Houdini apparently left the seance saying very little, likely trying not to upset Doyle’s feelings. However, several months later, Houdini reaffirmed in a newspaper interview that he had met no medium capable of performing truly otherworldly acts. Doyle saw this as an insult, and sent Houdini a very angry letter in response. Though Houdini tried to work things out, their friendship would never fully recover.
When Houdini wrote a tell-all about the tricks of spiritualists and mediums, Doyle publicly lambasted him as a liar. The final death knell in the friendship, however, was when Houdini debunked one of Doyle’s favorite mediums, causing Doyle to cease all responses to Houdini’s letters.

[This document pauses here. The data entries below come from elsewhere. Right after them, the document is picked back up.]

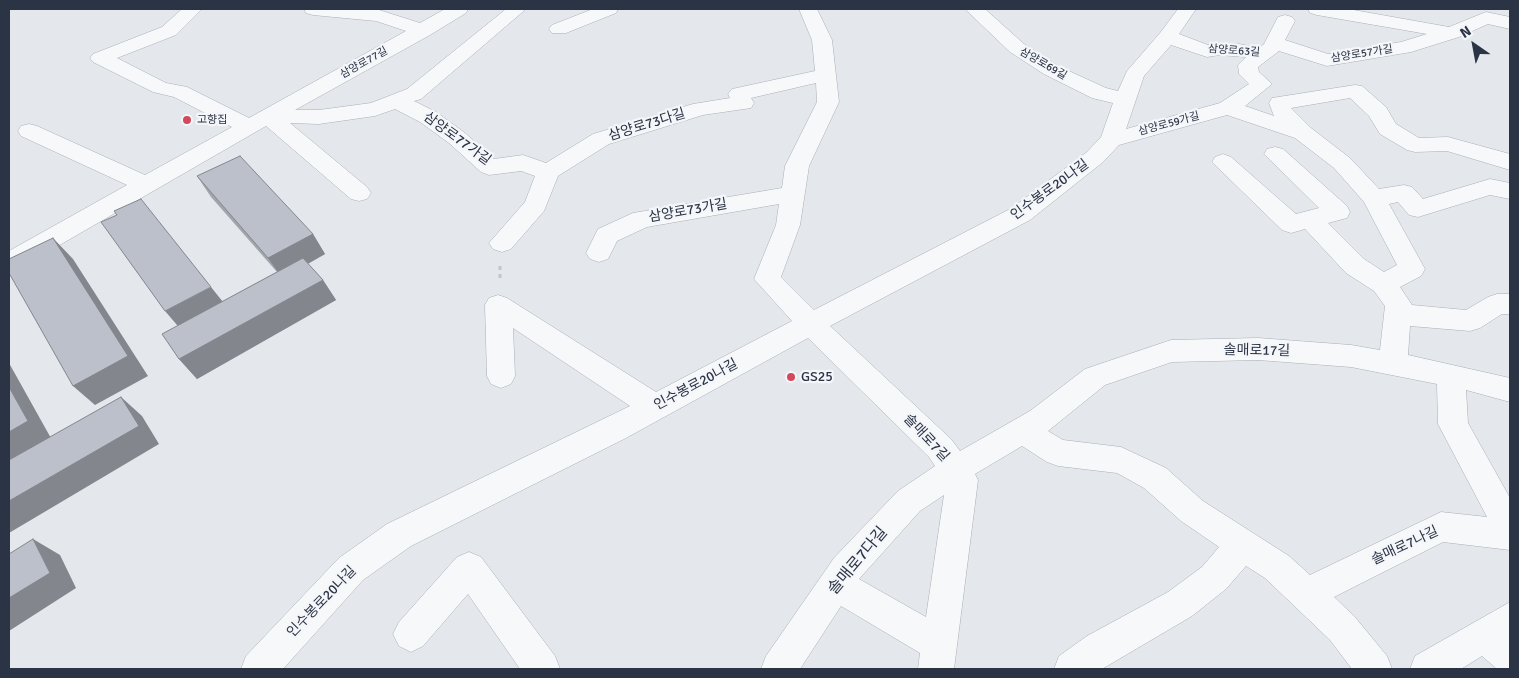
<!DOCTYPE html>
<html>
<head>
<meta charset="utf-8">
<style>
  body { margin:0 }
  #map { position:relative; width:1519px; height:678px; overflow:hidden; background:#e4e7ec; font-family:Signika,sans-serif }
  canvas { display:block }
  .frame { position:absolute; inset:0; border:10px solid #2b3445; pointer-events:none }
  .north { position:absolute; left:1449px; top:20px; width:50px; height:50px; -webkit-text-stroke:4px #f4f6f9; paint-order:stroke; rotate:327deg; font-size:14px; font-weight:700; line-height:20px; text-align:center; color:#2b3445 }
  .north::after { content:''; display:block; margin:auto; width:18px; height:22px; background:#2b3445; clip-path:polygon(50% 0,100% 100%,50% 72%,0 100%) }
</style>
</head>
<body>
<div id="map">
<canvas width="1519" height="678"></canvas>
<div class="frame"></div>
<div class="north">N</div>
</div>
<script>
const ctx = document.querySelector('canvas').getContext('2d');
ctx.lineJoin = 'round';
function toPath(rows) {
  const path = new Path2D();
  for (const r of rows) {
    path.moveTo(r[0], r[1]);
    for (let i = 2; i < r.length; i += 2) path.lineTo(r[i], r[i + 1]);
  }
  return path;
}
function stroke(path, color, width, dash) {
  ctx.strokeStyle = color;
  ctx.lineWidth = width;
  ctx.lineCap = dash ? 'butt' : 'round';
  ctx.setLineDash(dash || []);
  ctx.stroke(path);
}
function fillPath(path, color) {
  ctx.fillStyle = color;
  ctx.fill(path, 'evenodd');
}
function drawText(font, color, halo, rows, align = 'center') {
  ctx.font = font + ' Signika,"Noto Sans KR",sans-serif';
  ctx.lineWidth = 4.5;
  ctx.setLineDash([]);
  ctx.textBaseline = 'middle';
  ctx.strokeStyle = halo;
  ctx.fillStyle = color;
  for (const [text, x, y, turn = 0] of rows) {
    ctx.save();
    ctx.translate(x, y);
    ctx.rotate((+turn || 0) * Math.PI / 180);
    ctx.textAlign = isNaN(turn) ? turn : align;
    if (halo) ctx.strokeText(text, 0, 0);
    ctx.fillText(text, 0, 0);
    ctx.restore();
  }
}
const minor = toPath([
  [182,9,202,9,176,35,117,58,166,83,187,87,249,118,406,31,376,21,313,15,306,13,304,9,376,9,420,23,445,9,468,9,466,13,430,35,295,110,319,110,371,103,407,89,506,9,526,9,421,99,414,101,436,112,465,133,494,159,523,155,546,163,593,134,693,104,730,98,728,94,732,89,815,71,812,40,799,9,817,9,832,40,839,102,809,166,800,225,781,277,814,310,1012,208,1087,152,1101,137,1113,103,1092,98,1044,74,1010,52,965,9,985,9,1024,44,1058,66,1106,88,1118,91,1127,71,1160,33,1178,9,1196,9,1179,34,1208,45,1239,44,1259,48,1264,44,1278,17,1285,15,1292,17,1295,21,1285,40,1328,54,1401,42,1427,34,1317,15,1310,13,1308,9,1348,9,1449,27,1486,12,1510,17,1510,29,1488,24,1459,37,1411,52,1327,66,1279,51,1258,67,1259,72,1272,84,1245,106,1274,116,1269,103,1272,98,1355,85,1362,86,1386,107,1396,124,1419,138,1448,137,1510,154,1510,170,1447,151,1415,152,1407,150,1380,134,1369,116,1350,98,1291,108,1311,128,1350,158,1379,189,1404,185,1412,187,1423,199,1490,179,1510,183,1510,199,1490,195,1418,217,1409,215,1398,202,1389,204,1425,269,1421,276,1400,287,1412,305,1466,310,1488,297,1497,294,1510,294,1510,314,1502,314,1480,328,1470,331,1410,326,1408,355,1510,378,1510,402,1466,390,1468,423,1510,498,1510,550,1443,542,1334,597,1354,616,1387,656,1392,669,1352,669,1330,640,1265,578,1246,566,1226,589,1192,616,1102,669,1054,669,1059,656,1087,636,1168,592,1202,567,1219,547,1181,521,1144,488,1117,473,1058,466,1047,462,1022,446,975,474,978,480,954,669,918,669,920,653,841,606,800,669,761,669,766,656,834,558,898,491,935,466,929,457,808,338,626,438,411,546,363,580,283,669,241,669,246,656,339,558,387,524,630,406,513,328,515,376,511,384,501,388,491,384,487,376,485,305,489,298,498,295,507,298,656,392,792,321,754,279,776,225,779,204,647,227,617,241,608,259,599,262,590,259,586,253,598,229,633,213,782,188,785,166,817,102,816,83,751,98,754,103,751,108,703,115,609,144,558,176,544,211,511,249,502,252,493,249,489,243,525,202,535,176,521,171,489,175,481,172,449,143,420,122,395,109,375,116,319,124,290,123,367,187,371,193,367,199,359,201,351,199,266,126,18,269,9,271,9,251,127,185,21,136,18,131,21,126,29,124,37,126,145,175,232,127,174,97,153,92,93,62,90,58,93,54,162,27,182,9],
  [1171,45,1207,57,1219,55,1246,57,1238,65,1239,74,1249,84,1220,103,1126,129,1144,76,1171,45],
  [1227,115,1295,138,1334,168,1364,202,1397,265,1384,272,1364,259,1328,223,1347,218,1350,212,1347,206,1283,149,1275,147,1267,149,1264,154,1319,208,1296,214,1231,157,1223,154,1215,157,1212,162,1282,230,1291,233,1305,229,1346,273,1374,291,1385,306,1380,350,1351,345,1258,338,1171,340,1085,369,1030,411,960,451,951,439,830,326,1030,220,1103,162,1119,145,1227,115],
  [1258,360,1351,367,1437,384,1438,424,1487,517,1441,512,1310,575,1289,556,1203,501,1166,468,1121,447,1063,440,1048,431,1105,385,1172,362,1258,360],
  [944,495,926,617,859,579,920,511,944,495],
  [593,9,618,9,616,13,566,33,552,33,549,29,552,25,593,9],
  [469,552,481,557,555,656,560,669,520,669,468,594,423,646,411,652,399,646,393,634,399,622,457,557,469,552],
  [1510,602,1510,669,1497,669,1482,656,1461,669,1410,669,1415,656,1510,602]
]);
stroke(minor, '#a9aeb7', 1);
stroke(toPath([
  [500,266,500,280]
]), '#c2c5cb', 3, [4, 4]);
fillPath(minor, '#f7f8fa');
fillPath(toPath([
  [197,176,313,234,325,254,308,264,323,280,336,300,197,379,179,359,222,302,277,272,211,197]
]), '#a1a5ae');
fillPath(toPath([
  [313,234,325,254,282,278,268,258],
  [53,238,73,259,148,376,95,405,73,386],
  [323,280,336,300,197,379,179,359],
  [211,287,227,307,183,332,165,311],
  [9,363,52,440,9,464],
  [121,397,142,416,159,444,9,533,9,501],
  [33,539,60,555,76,588,9,631,9,598]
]), '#83868d');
const building = toPath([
  [240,156,313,234,268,258,197,176,240,156],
  [141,199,211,287,165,311,101,222,117,215,114,211,141,199],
  [53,238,128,356,73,386,9,273,9,259,53,238],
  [303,258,323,280,179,359,162,334,303,258],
  [9,387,28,421,9,432,9,387],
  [121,397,139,426,9,501,9,460,121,397],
  [33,539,50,573,9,598,9,554,33,539]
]);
fillPath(building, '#bbc0ca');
stroke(building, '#83868d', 1);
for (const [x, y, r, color] of [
  [187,120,5,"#d1495b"],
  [791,377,5,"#d1495b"]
]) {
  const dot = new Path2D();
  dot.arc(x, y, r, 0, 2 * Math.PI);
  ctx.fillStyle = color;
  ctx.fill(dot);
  stroke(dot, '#f4f6f9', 2);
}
drawText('11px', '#2b3445', '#f4f6f9', [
  ["삼양로63길",1234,51,4],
  ["삼양로57가길",1362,54,-9],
  ["삼양로77길",364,63,-29],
  ["삼양로69길",1043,64,30],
  ["삼양로59가길",1169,124,-15]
]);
drawText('11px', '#2b3445', '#f4f6f9', [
  ["고향집",197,120]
], 'left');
drawText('14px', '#2b3445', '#f4f6f9', [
  ["삼양로73다길",647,125,-17],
  ["삼양로77가길",457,139,36],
  ["인수봉로20나길",1050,190,-36],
  ["삼양로73가길",688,211,-10],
  ["솔매로17길",1257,351,1],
  ["인수봉로20나길",696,385,-28],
  ["솔매로7길",926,438,47],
  ["솔매로7나길",1405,546,-25],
  ["인수봉로20나길",322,602,-46]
]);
drawText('14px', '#2b3445', '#f4f6f9', [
  ["GS25",801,377]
], 'left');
drawText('16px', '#2b3445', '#f4f6f9', [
  ["솔매로7다길",858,561,-50]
]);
</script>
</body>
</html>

Their friendship was dead, and no medium was going to be able to bring it back to life.
Houdini died an early death a few years later due to a ruptured appendix and, despite all of Houdini’s best efforts, Doyle continued to believe that Houdini’s tricks were truly magic. Doyle continued to be an outspoken proponent of spiritualism until his death in 1930. Doyle’s wife stopped her seances ten years later, when she herself became disillusioned with her own practices.
The two men were about as opposite one another as any two men could ever hope to be. Doyle believed in magic while writing about logic, and Houdini believed in logic while performing magic. They were each other’s yin and yang, so is it any wonder that they eventually met and struck up an accord with one another?
Their friendship lasted only a few short years, and ended bitterly, but stands to this day as a testament to the bizarre duality of man.